WHAT IS REQUIRED
What lines in the listing below hold the string "strokeStyle"? Please copy them out.
[Start of section]
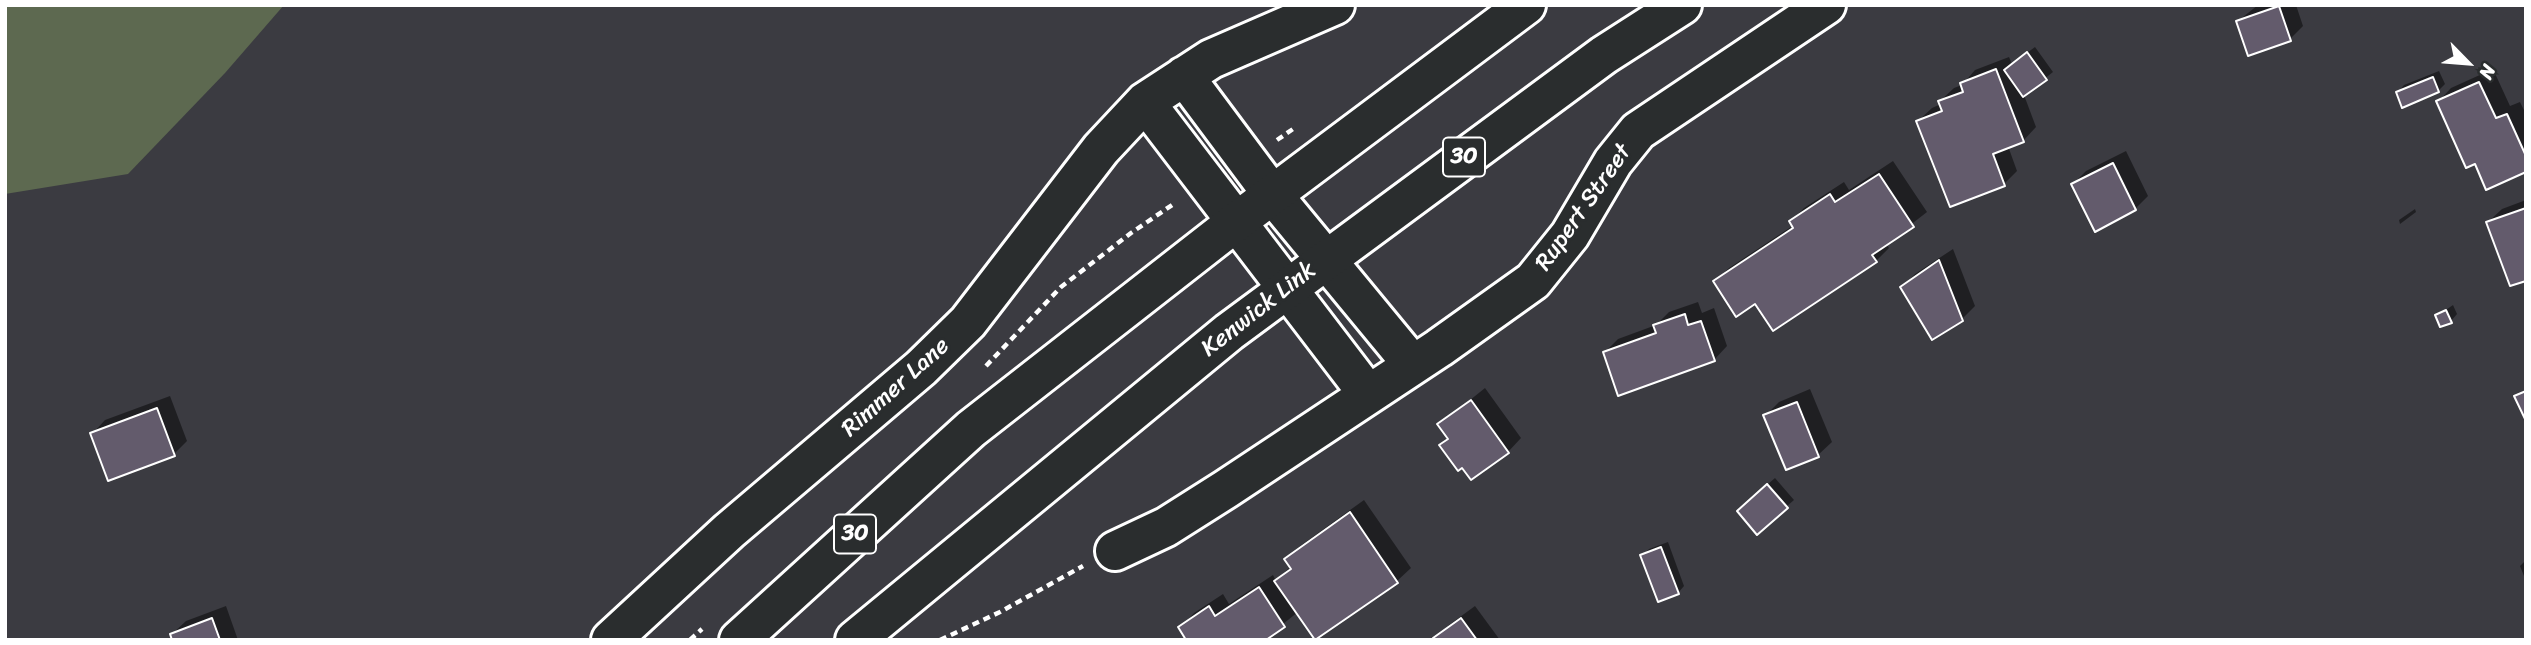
<!DOCTYPE html>
<style>
body{margin:0}
#map{position:relative;width:2531px;height:645px;overflow:hidden;background:#3b3b41;font-family:Sriracha,sans-serif}
canvas{display:block}
.frame{position:absolute;inset:0;border:7px solid #fff;pointer-events:none}
.north{position:absolute;left:2433px;top:28px;width:70px;height:70px;-webkit-text-stroke:5px #2a2d2e;paint-order:stroke;rotate:115deg;font-size:19px;font-weight:700;line-height:28px;text-align:center;color:#fff}
.north::after{content:'';display:block;margin:auto;width:24px;height:32px;background:#fff;clip-path:polygon(50% 0,100% 100%,50% 72%,0 100%)}
</style>
<div id="map">
<canvas width="2531" height="645"></canvas>
<div class="frame"></div>
<div class="north">N</div>
</div>
<script>
const g = document.querySelector('canvas').getContext('2d');
g.lineJoin = 'round';
function fillPath(path, color) {
  g.fillStyle = color;
  g.fill(path, 'evenodd');
}
function toPath(rows) {
  const path = new Path2D();
  for (const r of rows) {
    path.moveTo(r[0], r[1]);
    for (let i = 2; i < r.length; i += 2) path.lineTo(r[i], r[i + 1]);
  }
  return path;
}
function stroke(path, color, width, dash) {
  g.strokeStyle = color;
  g.lineWidth = width;
  g.lineCap = dash ? 'butt' : 'round';
  g.setLineDash(dash || []);
  g.stroke(path);
}
function label(font, color, halo, rows, align = 'center') {
  g.font = font + ' Sriracha,sans-serif';
  g.lineWidth = 6;
  g.setLineDash([]);
  g.textBaseline = 'middle';
  g.strokeStyle = halo;
  g.fillStyle = color;
  for (const [text, x, y, turn = 0] of rows) {
    g.save();
    g.translate(x, y);
    g.rotate((+turn || 0) * Math.PI / 180);
    g.textAlign = isNaN(turn) ? turn : align;
    if (halo) g.strokeText(text, 0, 0);
    g.fillText(text, 0, 0);
    g.restore();
  }
}
fillPath(toPath([
 [5,5,284,5,225,73,128,174,5,194]
]), '#5d6950');
fillPath(toPath([
 [2258,5,2296,5,2303,26,2290,39,2238,21],
 [2035,47,2053,72,2024,95,2036,127,2023,141,2008,146,2017,171,2004,184,1918,121,1932,108,1941,104,1940,101,1954,88,1962,85,1975,70,2009,57,2012,64],
 [2493,69,2510,106,2520,102,2526,114,2526,170,2476,162,2438,102,2451,88],
 [2439,71,2445,84,2438,91,2398,92,2404,85],
 [2126,151,2148,196,2135,209,2073,184,2086,171],
 [1893,161,1927,212,1886,244,1889,248,1876,261,1756,302,1715,281,1729,268,1794,225,1791,221,1804,208,1844,182,1849,190],
 [2526,200,2526,279,2488,222,2502,209],
 [2415,209,2416,212,2400,224,2399,220],
 [1953,249,1975,306,1962,319,1902,287,1915,274],
 [1698,302,1702,313,1714,308,1727,346,1714,360,1605,352,1618,339,1656,325,1669,312],
 [2453,305,2457,314,2451,321,2437,316],
 [1485,388,1521,438,1508,452,1441,446,1449,438,1439,425],
 [1810,389,1832,442,1818,455,1787,468,1765,416,1779,402],
 [170,396,187,441,174,454,92,434,105,420],
 [1775,478,1794,500,1757,532,1745,504],
 [1364,500,1411,568,1397,581,1316,638,1298,612,1263,640,1183,640,1187,637,1181,627,1194,613,1223,594,1229,604,1273,575,1276,581,1291,566,1286,559,1300,546],
 [1668,542,1684,586,1678,593,1642,556,1649,549],
 [2526,560,2526,581,2520,566],
 [226,606,238,640,174,640,172,634,186,621],
 [1475,606,1500,640,1437,640,1449,625]
]), '#0007');
const building = toPath([
 [2279,6,2291,41,2248,56,2236,21,2279,6],
 [2027,52,2047,80,2023,97,2004,70,2027,52],
 [1996,69,2024,142,1993,154,2005,186,1950,207,1916,121,1942,111,1938,101,1963,92,1960,83,1996,69],
 [2433,77,2439,92,2402,108,2396,92,2433,77],
 [2479,82,2496,118,2507,114,2526,156,2526,172,2486,190,2475,164,2466,168,2436,101,2479,82],
 [2113,163,2136,210,2095,232,2071,184,2113,163],
 [1879,174,1914,227,1872,255,1877,262,1773,331,1755,304,1736,317,1713,281,1793,228,1789,221,1830,194,1835,202,1879,174],
 [2526,208,2526,281,2510,286,2486,222,2526,208],
 [1939,260,1963,321,1932,340,1900,287,1939,260],
 [2446,310,2452,323,2440,327,2435,315,2446,310],
 [1685,314,1688,325,1701,321,1715,361,1618,396,1603,352,1656,333,1653,325,1685,314],
 [2526,391,2526,421,2514,396,2526,391],
 [1471,400,1509,453,1471,480,1462,468,1458,471,1439,445,1448,439,1437,424,1471,400],
 [1797,402,1819,457,1786,470,1763,415,1797,402],
 [157,408,175,456,108,481,90,433,157,408],
 [1767,484,1788,508,1757,535,1737,511,1767,484],
 [1350,512,1398,583,1315,640,1274,581,1291,569,1284,559,1350,512],
 [1661,547,1679,594,1658,602,1640,555,1661,547],
 [1259,587,1285,627,1266,640,1186,640,1178,627,1209,606,1215,616,1259,587],
 [212,618,220,640,172,640,170,634,212,618],
 [1461,618,1477,640,1434,640,1433,638,1461,618]
]);
fillPath(building, '#635b6c');
stroke(building, '#fff', 2);
const minor = toPath([
 [1184,76,1272,194,1413,365],
 [1145,102,1368,394],
 [1115,551,1166,527,1226,489,1439,348,1533,281,1570,235,1613,162,1638,131,1826,5],
 [611,640,729,531,921,368,968,322,1101,149,1145,102,1211,59,1335,5]
]);
const trunk = toPath([
 [739,640,971,429,1236,222,1526,5],
 [855,640,1229,332,1604,55,1682,5]
]);
stroke(minor, '#fff', 44);
stroke(trunk, '#fff', 44);
stroke(toPath([
 [1277,140,1293,129],
 [986,366,1061,287,1131,233,1175,203],
 [690,640,702,629],
 [940,640,1000,612,1083,566]
]), '#fff', 4.5, [7, 5]);
stroke(minor, '#2a2d2e', 38);
stroke(trunk, '#2a2d2e', 38);
for (const [x, y, w] of [
 [1464,157,42],
 [855,534,42]
]) {
  const box = new Path2D();
  box.roundRect(x - w / 2, y - 19.5, w, 39, 5);
  g.fillStyle = '#2a2d2e';
  g.fill(box);
  stroke(box, '#fff', 2);
}
label('bold 23px', '#fff', null, [
 ["30",1464,157],
 ["30",855,534]
]);
label('24px', '#fff', '#2a2d2e', [
 ["Rupert Street",1584,208,-55],
 ["Kenwick Link",1259,310,-38],
 ["Rimmer Lane",896,388,-42]
]);
</script>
[End of section]
SOLUTION FOR THIS EXERCISE
  g.strokeStyle = color;
  g.strokeStyle = halo;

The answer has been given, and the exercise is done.